Create the Cosmos DB Account

In the Azure Portal:

  1. Search for Azure Cosmos DBCreate
  2. Select Azure Cosmos DB for Apache Gremlin
  3. Choose your subscription, resource group, and account name
  4. Select a region
  5. Complete creation (takes a few minutes)

Create the Graph Container

Cosmos DB Gremlin requires a database and a graph container (the graph). These can be created manually or automatically by the adapter on startup.

Add subscription_id, resource_group, and service principal credentials to the config.
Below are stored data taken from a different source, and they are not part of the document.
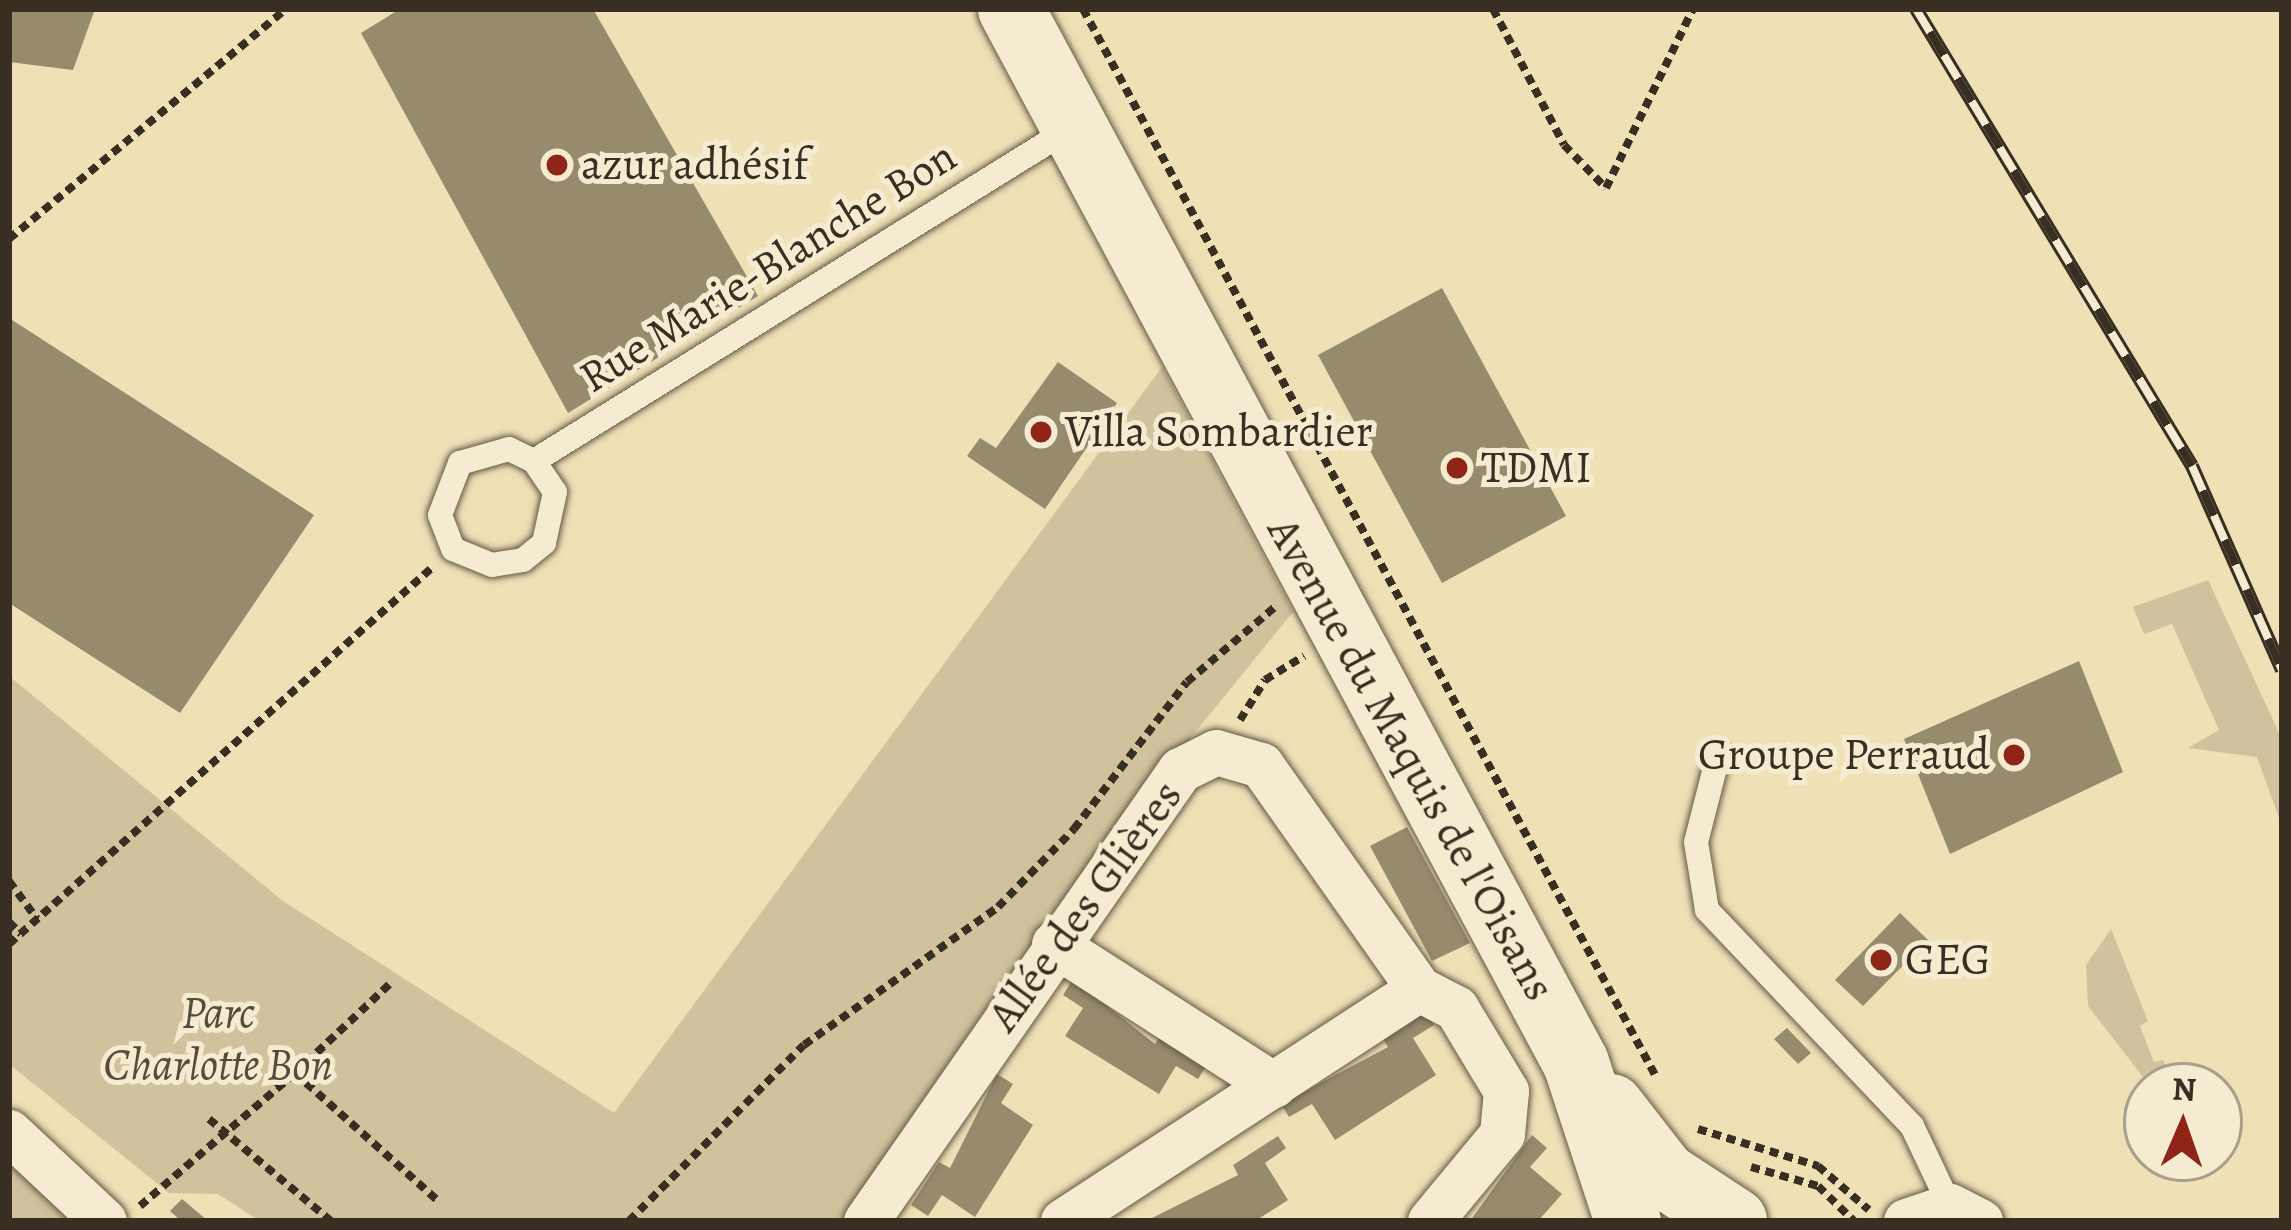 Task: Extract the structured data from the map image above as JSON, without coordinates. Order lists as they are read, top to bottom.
{
  "streets": {
    "street": ["Avenue du Maquis de l'Oisans", "Allée des Glières"],
    "lane": ["Rue Marie-Blanche Bon"]
  },
  "crossings": [
    ["Rue Marie-Blanche Bon", "Avenue du Maquis de l'Oisans"]
  ],
  "parks": ["Parc Charlotte Bon"],
  "places": [
    "azur adhésif",
    "Villa Sombardier",
    "TDMI",
    "Groupe Perraud",
    "GEG"
  ],
  "north": "top"
}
The adapter creates the database and graph on first startup if they do not exist.

Create a service principal with the Cosmos DB Operator role:

az ad sp create-for-rbac --name flexible-graphrag-cosmos \
  --role "Cosmos DB Operator" \
  --scopes /subscriptions/<subscription_id>/resourceGroups/<resource_group>

The output gives you appId (→ client_id), password (→ client_secret), tenant (→ tenant_id).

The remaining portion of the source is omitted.